START Records shown

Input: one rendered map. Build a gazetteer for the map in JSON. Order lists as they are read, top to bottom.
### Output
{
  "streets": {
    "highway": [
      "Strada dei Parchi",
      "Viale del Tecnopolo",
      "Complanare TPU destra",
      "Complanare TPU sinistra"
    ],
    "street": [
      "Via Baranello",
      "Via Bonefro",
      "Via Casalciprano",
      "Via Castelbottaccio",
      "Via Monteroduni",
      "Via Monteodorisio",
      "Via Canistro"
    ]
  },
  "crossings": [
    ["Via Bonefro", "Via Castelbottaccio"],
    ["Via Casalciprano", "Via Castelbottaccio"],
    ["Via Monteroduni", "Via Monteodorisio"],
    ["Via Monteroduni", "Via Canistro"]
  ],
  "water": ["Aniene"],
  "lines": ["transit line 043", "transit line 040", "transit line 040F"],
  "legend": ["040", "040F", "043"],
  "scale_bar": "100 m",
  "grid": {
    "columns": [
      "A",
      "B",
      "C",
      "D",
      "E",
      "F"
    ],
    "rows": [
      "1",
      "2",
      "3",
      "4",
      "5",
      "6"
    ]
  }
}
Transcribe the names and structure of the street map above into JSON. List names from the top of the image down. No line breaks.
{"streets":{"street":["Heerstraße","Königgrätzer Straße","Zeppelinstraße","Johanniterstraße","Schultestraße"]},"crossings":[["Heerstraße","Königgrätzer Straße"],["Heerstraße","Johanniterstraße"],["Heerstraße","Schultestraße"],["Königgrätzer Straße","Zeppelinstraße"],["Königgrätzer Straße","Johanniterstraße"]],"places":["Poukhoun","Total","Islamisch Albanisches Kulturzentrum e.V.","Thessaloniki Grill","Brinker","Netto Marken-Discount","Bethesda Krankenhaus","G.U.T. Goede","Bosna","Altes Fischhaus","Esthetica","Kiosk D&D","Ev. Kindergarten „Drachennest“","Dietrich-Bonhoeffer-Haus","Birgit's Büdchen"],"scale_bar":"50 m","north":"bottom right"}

END Records shown

Assignment: Could you reproduce all of the entries above exactly?

Written solution:
Input: one rendered map. Build a gazetteer for the map in JSON. Order lists as they are read, top to bottom.
### Output
{
  "streets": {
    "highway": [
      "Strada dei Parchi",
      "Viale del Tecnopolo",
      "Complanare TPU destra",
      "Complanare TPU sinistra"
    ],
    "street": [
      "Via Baranello",
      "Via Bonefro",
      "Via Casalciprano",
      "Via Castelbottaccio",
      "Via Monteroduni",
      "Via Monteodorisio",
      "Via Canistro"
    ]
  },
  "crossings": [
    ["Via Bonefro", "Via Castelbottaccio"],
    ["Via Casalciprano", "Via Castelbottaccio"],
    ["Via Monteroduni", "Via Monteodorisio"],
    ["Via Monteroduni", "Via Canistro"]
  ],
  "water": ["Aniene"],
  "lines": ["transit line 043", "transit line 040", "transit line 040F"],
  "legend": ["040", "040F", "043"],
  "scale_bar": "100 m",
  "grid": {
    "columns": [
      "A",
      "B",
      "C",
      "D",
      "E",
      "F"
    ],
    "rows": [
      "1",
      "2",
      "3",
      "4",
      "5",
      "6"
    ]
  }
}
Transcribe the names and structure of the street map above into JSON. List names from the top of the image down. No line breaks.
{"streets":{"street":["Heerstraße","Königgrätzer Straße","Zeppelinstraße","Johanniterstraße","Schultestraße"]},"crossings":[["Heerstraße","Königgrätzer Straße"],["Heerstraße","Johanniterstraße"],["Heerstraße","Schultestraße"],["Königgrätzer Straße","Zeppelinstraße"],["Königgrätzer Straße","Johanniterstraße"]],"places":["Poukhoun","Total","Islamisch Albanisches Kulturzentrum e.V.","Thessaloniki Grill","Brinker","Netto Marken-Discount","Bethesda Krankenhaus","G.U.T. Goede","Bosna","Altes Fischhaus","Esthetica","Kiosk D&D","Ev. Kindergarten „Drachennest“","Dietrich-Bonhoeffer-Haus","Birgit's Büdchen"],"scale_bar":"50 m","north":"bottom right"}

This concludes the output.